Monsieur Schäfer nods. “What does it mean?”

Alex closes his eyes, feels them wet and shimmering behind his eyelids.

64

* * *

Dearest Alex,

Day 93. Here I am, still hiding in this small room in the factory. Speaking in whispers. Constantly shushing Djangela, the little Sinti boy. Walking with soft careful feet. I have lost track of the date. I have lost track of who I am. I am a ghost.

It is unbearable.

There is only one thing I can do to keep sane: I think of the future. I imagine myself in that world. When this war is finally finished. When I no longer have to hide in this tiny room. When I will be free, when I can walk the streets without fear, without shame, without the star, with my face tilted upward to take in the full sunshine.
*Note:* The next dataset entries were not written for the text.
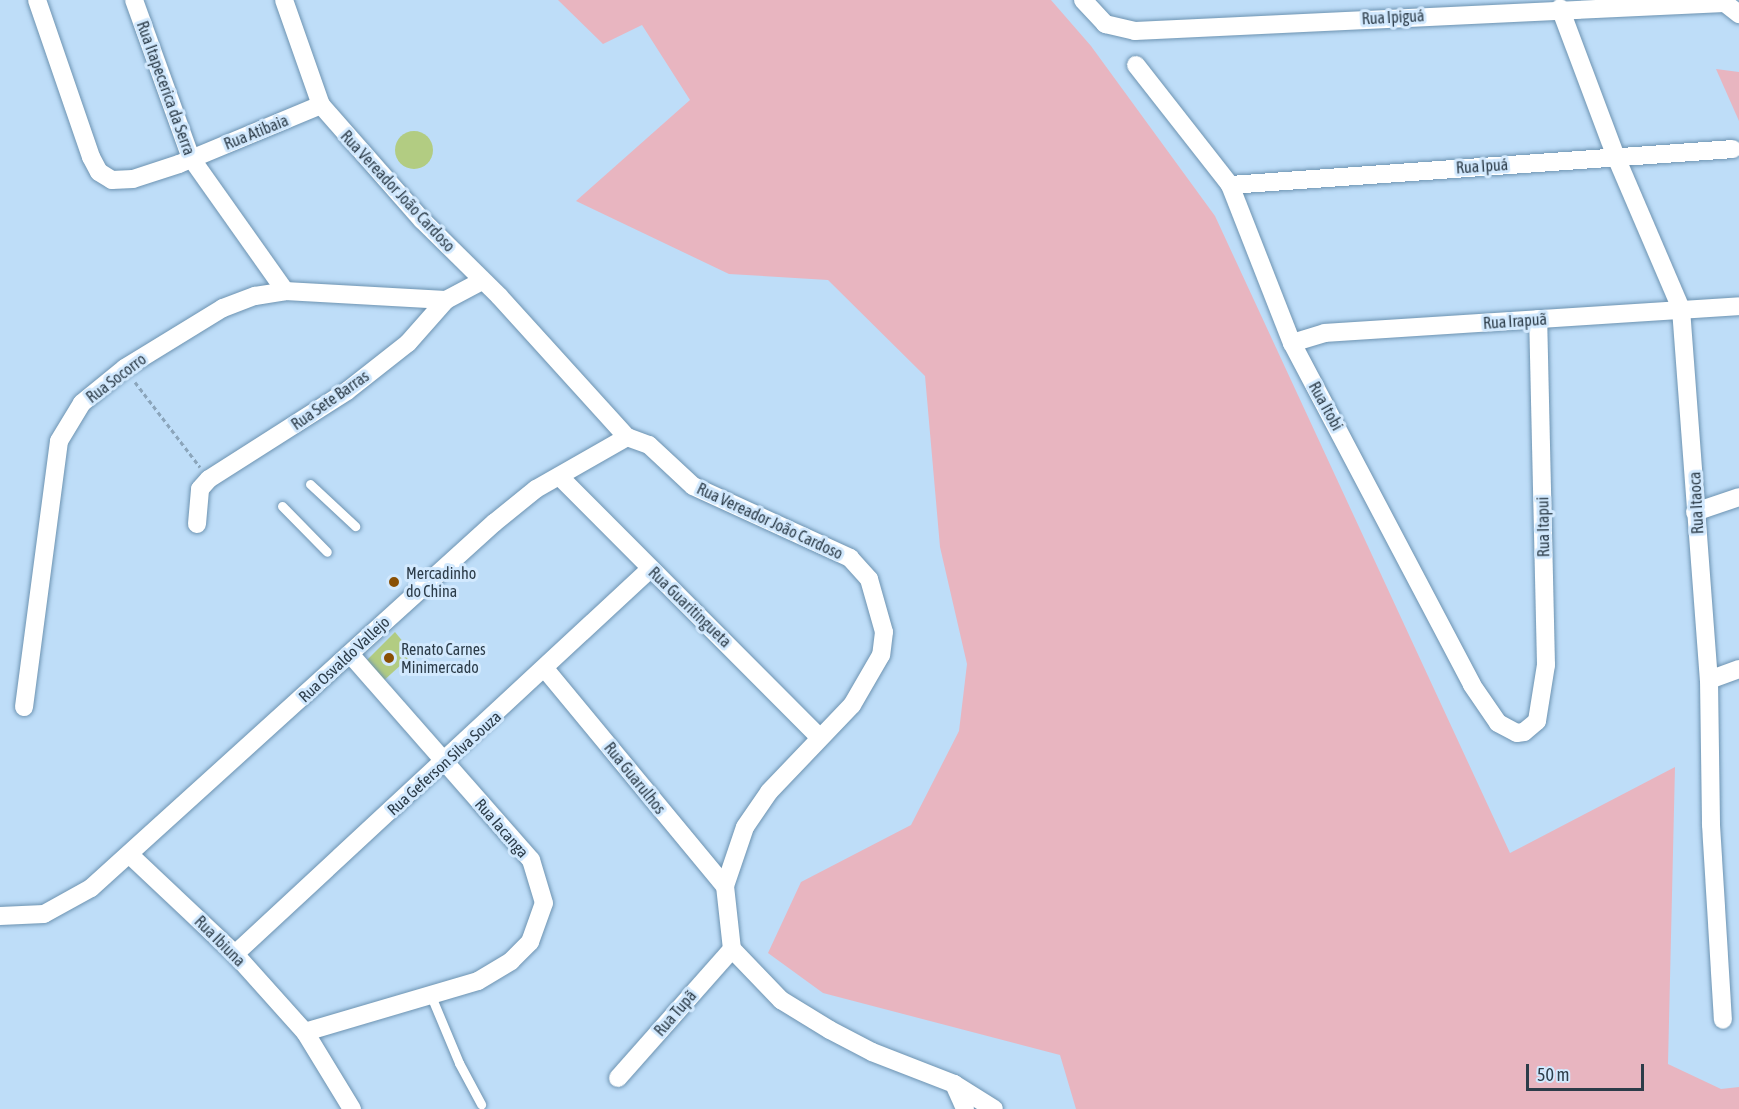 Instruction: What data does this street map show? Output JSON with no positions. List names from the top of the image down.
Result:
{
  "streets": {
    "street": [
      "Rua Ipiguá",
      "Rua Itapecerica da Serra",
      "Rua Atibaia",
      "Rua Ipuá",
      "Rua Vereador João Cardoso",
      "Rua Irapuã",
      "Rua Socorro",
      "Rua Sete Barras",
      "Rua Itobi",
      "Rua Itaoca",
      "Rua Itapui",
      "Rua Guaritingueta",
      "Rua Osvaldo Vallejo",
      "Rua Geferson Silva Souza",
      "Rua Guarulhos",
      "Rua Iacanga",
      "Rua Ibiuna",
      "Rua Tupã"
    ]
  },
  "crossings": [
    ["Rua Ipiguá", "Rua Itaoca"],
    ["Rua Itapecerica da Serra", "Rua Atibaia"],
    ["Rua Itapecerica da Serra", "Rua Socorro"],
    ["Rua Atibaia", "Rua Vereador João Cardoso"],
    ["Rua Ipuá", "Rua Itobi"],
    ["Rua Ipuá", "Rua Itaoca"],
    ["Rua Vereador João Cardoso", "Rua Sete Barras"],
    ["Rua Vereador João Cardoso", "Rua Guaritingueta"],
    ["Rua Vereador João Cardoso", "Rua Osvaldo Vallejo"],
    ["Rua Vereador João Cardoso", "Rua Guarulhos"],
    ["Rua Irapuã", "Rua Itobi"],
    ["Rua Irapuã", "Rua Itaoca"],
    ["Rua Irapuã", "Rua Itapui"],
    ["Rua Socorro", "Rua Sete Barras"],
    ["Rua Itobi", "Rua Itapui"],
    ["Rua Guaritingueta", "Rua Osvaldo Vallejo"],
    ["Rua Guaritingueta", "Rua Geferson Silva Souza"],
    ["Rua Osvaldo Vallejo", "Rua Iacanga"],
    ["Rua Osvaldo Vallejo", "Rua Ibiuna"],
    ["Rua Geferson Silva Souza", "Rua Guarulhos"],
    ["Rua Geferson Silva Souza", "Rua Iacanga"],
    ["Rua Geferson Silva Souza", "Rua Ibiuna"],
    ["Rua Iacanga", "Rua Ibiuna"]
  ],
  "places": ["Mercadinho do China", "Renato Carnes Minimercado"],
  "scale_bar": "50 m"
}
When my life is restored.

Oh, Alex, promise me one thing: when this war is over, come to Paris. Join the Cité Internationale Universitaire program in the 14th arrondissement. They offer excellent fine arts classes for talented artists. Many American exchange students studied there before the war, and they all lived in a beautiful residence called the Fondation des États-Unis. Sorbonne is not far from there.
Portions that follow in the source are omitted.